1. Route of Administration- Oral

2. Dosage Strengths -

  • 25 mg.

  • 50 mg.

  • 100 mg.

  • 150 mg.

3. Dosage Forms-

  • 25 mg - white, round tablet imprinted with "25".

  • 50 mg - Light orange, round tablet imprinted with "50".

  • 100 mg - Blue, circular tablet with "100" imprinted.

  • 150 mg - Light orange, round tablet with Imprinted" 150".

The recommended effective dose is 200 mg to 300 mg daily.

The starting dose for an adult is 50 mg which may be taken two or three times a day.

Special Considerations:

  • Pregnancy - Amoxapine is a pregnancy category C drug. The medicine should be used during pregnancy if it gives benefits that justify the possible risk to the fetus.

  • Lactation - Amoxapine is excreted in human breast milk. The drug should be used with caution while administered to nursing women.

  • Pediatric Patients - Antidepressants such as Amoxapine have an increased risk of suicidal thinking and behavior in children and adolescents. These patients must be closely monitored for any changes in behavior and suicidal tendencies, especially during the initial one to two months of therapy and dosage adjustments. The use of Amoxapine is not approved in pediatric patients.

  • Geriatric Patients - Amoxapine can cause a movement condition called tardive dyskinesia with symptoms including uncontrollable facial movements, such as blinking or sticking the tongue out. This is more often seen in elderly women.

  • Renal Impairment - Renal clearance of Amoxapine is decreased in severe renal impairment. Dose reduction may be necessary for these patients.

  • Hepatic Impairment - Patients with liver impairment have a greater risk for adverse effects due to decreased drug clearance. The use of Amoxapine should be avoided in patients with liver disease.

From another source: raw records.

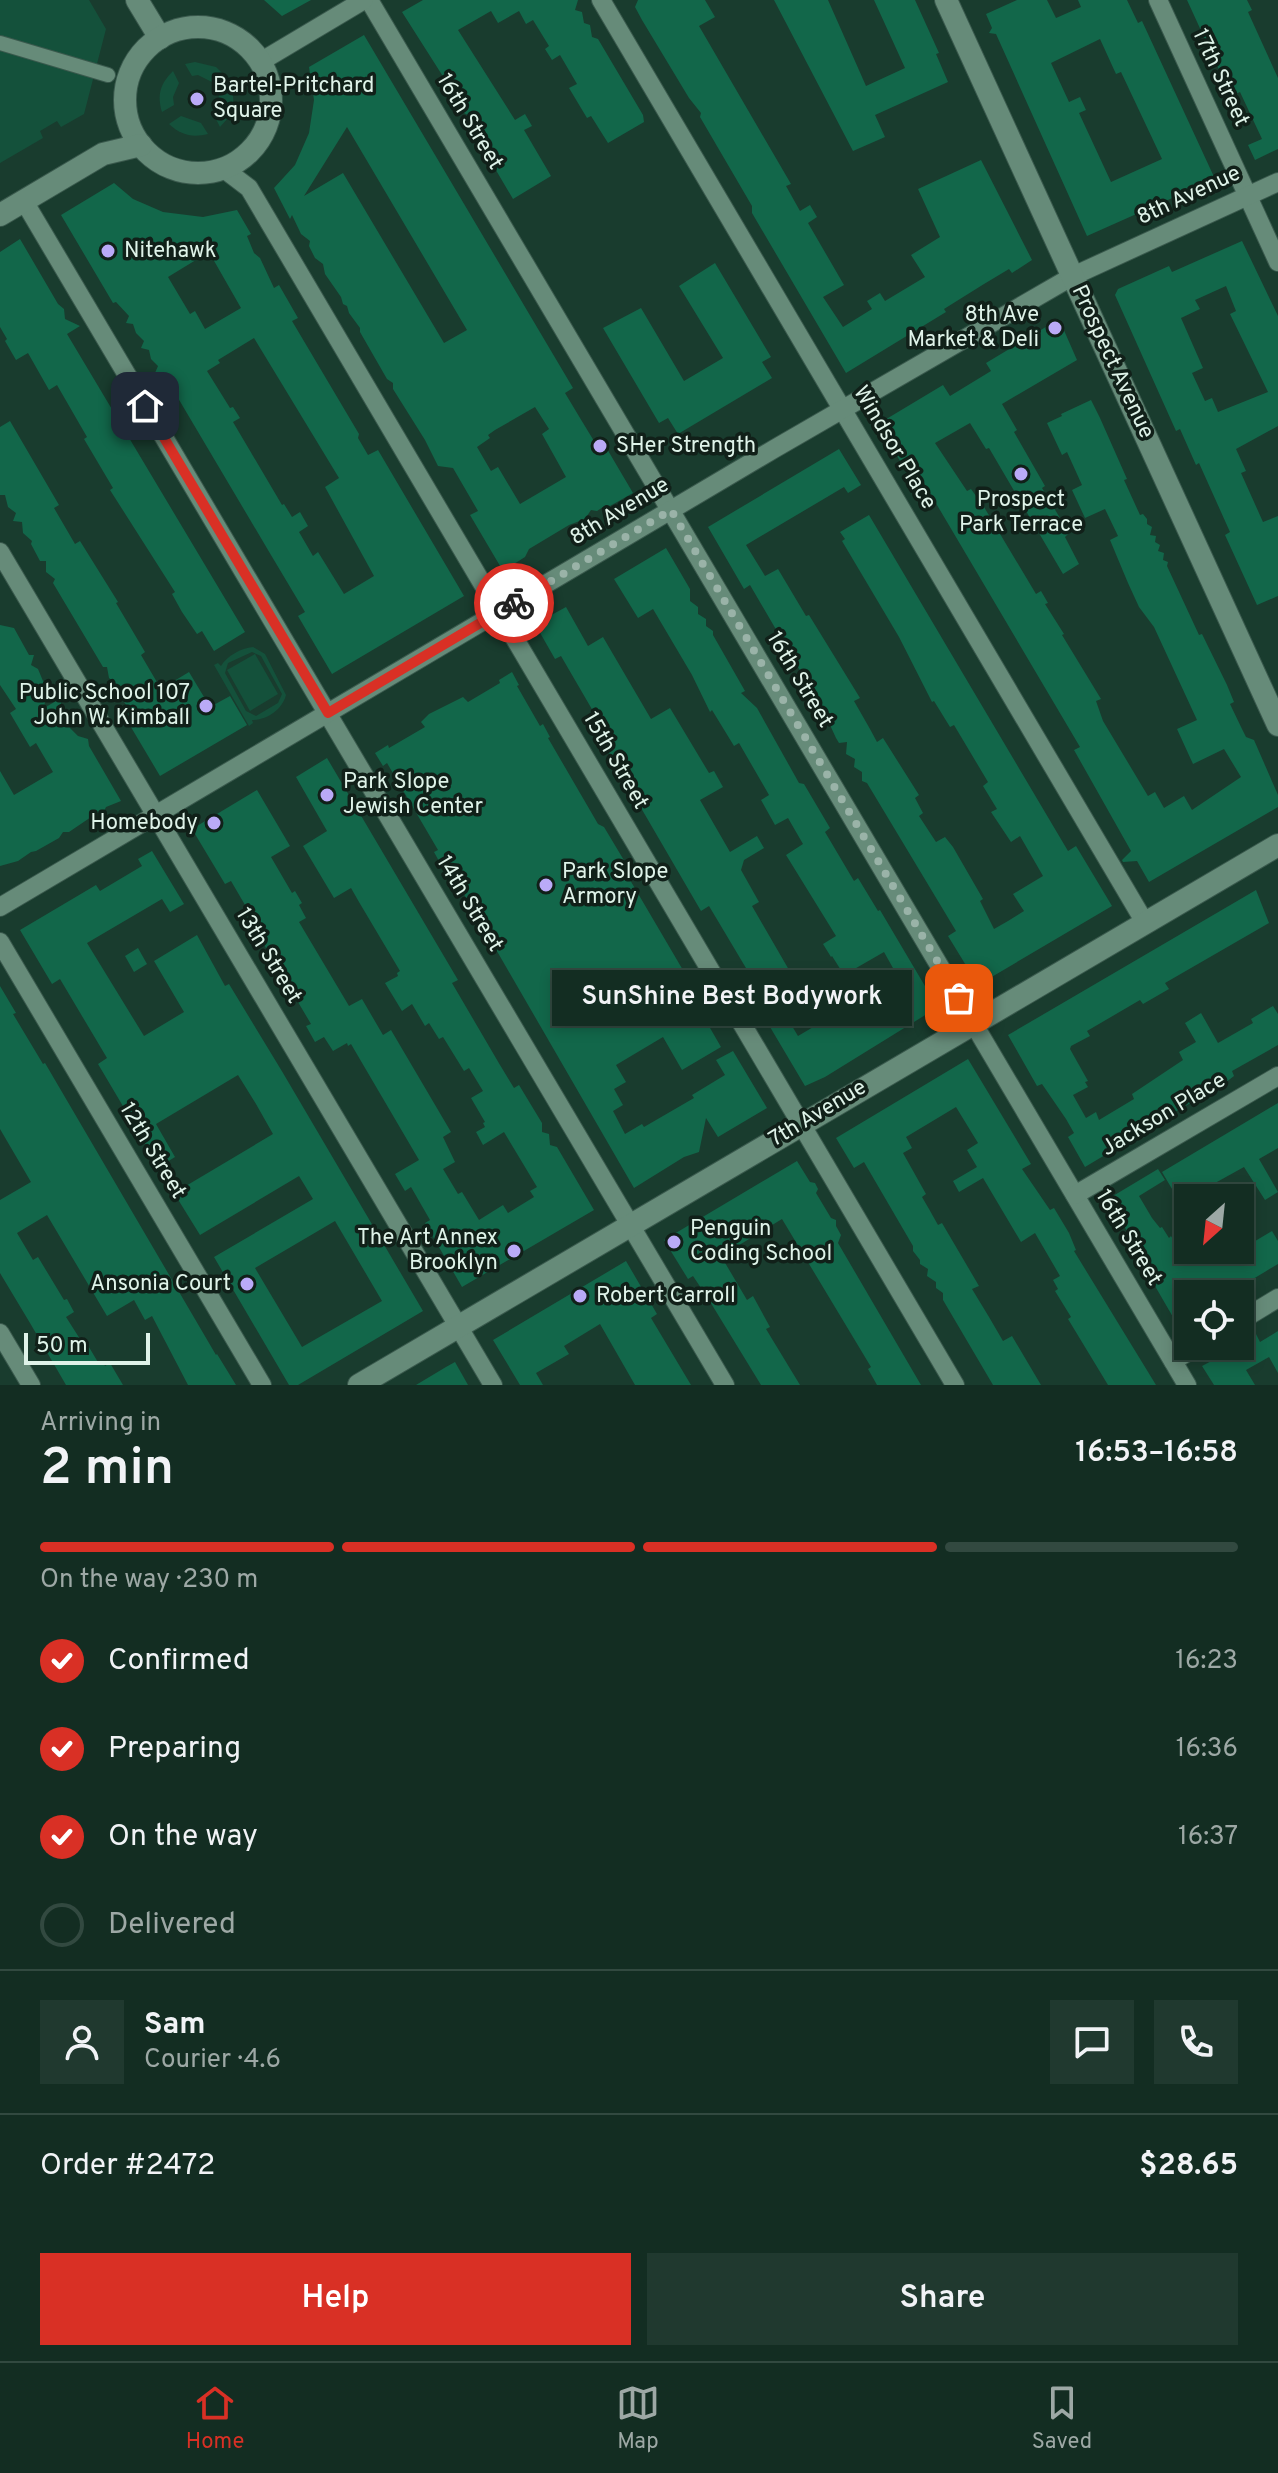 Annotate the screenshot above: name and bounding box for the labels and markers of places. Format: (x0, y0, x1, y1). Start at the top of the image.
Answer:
place label: Bartel-Pritchard Square (213, 73, 374, 125)
marker: Bartel-Pritchard Square (188, 90, 206, 108)
place label: Nitehawk (124, 238, 216, 265)
marker: Nitehawk (99, 242, 117, 260)
place label: 8th Ave Market & Deli (908, 302, 1039, 354)
marker: 8th Ave Market & Deli (1046, 319, 1064, 337)
pin (111, 372, 179, 440)
place label: SHer Strength (616, 433, 756, 460)
marker: SHer Strength (591, 437, 609, 455)
marker: Prospect Park Terrace (1012, 465, 1030, 483)
place label: Prospect Park Terrace (959, 487, 1083, 539)
place label: Public School 107 John W. Kimball (19, 680, 190, 732)
marker: Public School 107 John W. Kimball (197, 697, 215, 715)
place label: Park Slope Jewish Center (343, 769, 483, 821)
marker: Park Slope Jewish Center (318, 786, 336, 804)
place label: Homebody (90, 810, 198, 837)
marker: Homebody (205, 814, 223, 832)
place label: Park Slope Armory (562, 859, 668, 911)
marker: Park Slope Armory (537, 876, 555, 894)
pin (925, 964, 993, 1032)
callout: SunShine Best Bodywork (551, 970, 911, 1026)
place label: Penguin Coding School (690, 1216, 832, 1268)
place label: The Art Annex Brooklyn (357, 1225, 498, 1277)
marker: Penguin Coding School (665, 1233, 683, 1251)
marker: The Art Annex Brooklyn (505, 1242, 523, 1260)
place label: Ansonia Court (90, 1271, 231, 1298)
marker: Ansonia Court (238, 1275, 256, 1293)
place label: Robert Carroll (596, 1283, 736, 1310)
marker: Robert Carroll (571, 1287, 589, 1305) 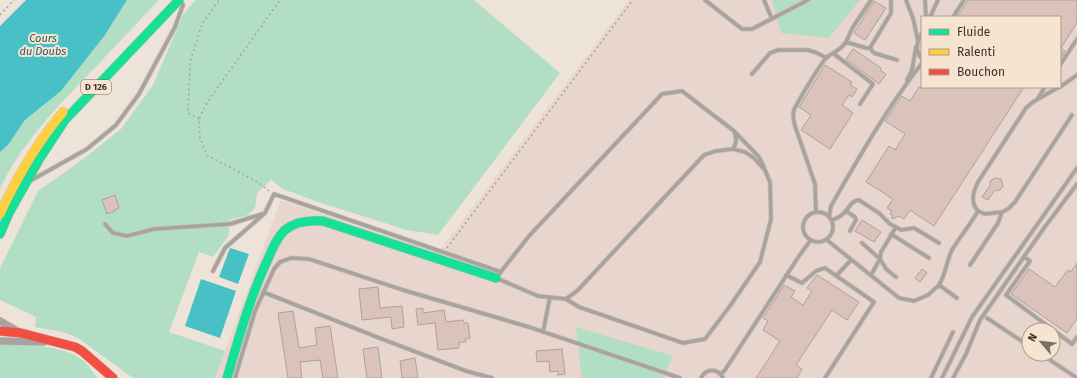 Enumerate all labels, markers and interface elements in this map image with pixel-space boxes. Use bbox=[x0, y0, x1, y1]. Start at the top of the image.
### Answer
legend bbox=[921, 16, 1061, 88]
text: Fluide bbox=[957, 25, 990, 39]
water label: Cours du Doubs bbox=[20, 32, 66, 58]
text: Ralenti bbox=[957, 45, 995, 59]
text: Bouchon bbox=[957, 65, 1005, 79]
road number: D 126 bbox=[81, 80, 111, 94]
north arrow bbox=[1021, 322, 1061, 362]
text: N bbox=[1025, 331, 1040, 344]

Warnings and Contraindications


  • Pregnancy - The United States has categorized Amoxapine as a pregnancy category C. However, no controlled studies have been done on women during their pregnancy. Amoxapine may be prescribed to pregnant women only if the benefits outweigh the risks.

  • Breastfeeding - Amoxapine is detected in breast milk and may cause adverse effects in nursing infants.

  • Children - Amoxapine carries an FDA black box warning regarding suicidal tendencies in patients under 24 years of age and should be avoided.

  • Elderly - Older adults are likely to have unwanted effects such as movement disorders, unusual drowsiness, or age-related kidney and liver problems. These patients may require dose adjustment.

  • Hypersensitivity - Adverse cutaneous manifestations are common side effects of antidepressants, including rashes and hypersensitivity reactions such as urticaria, photosensitivity, or hyperpigmentation.

  • Epilepsy - Tricyclic antidepressants such as Amoxapine are contraindicated in patients with epilepsy or seizures.

  • Acute Myocardial Infarction Recovery - Amoxapine treatment should be avoided in patients in the acute recovery period after myocardial infarction.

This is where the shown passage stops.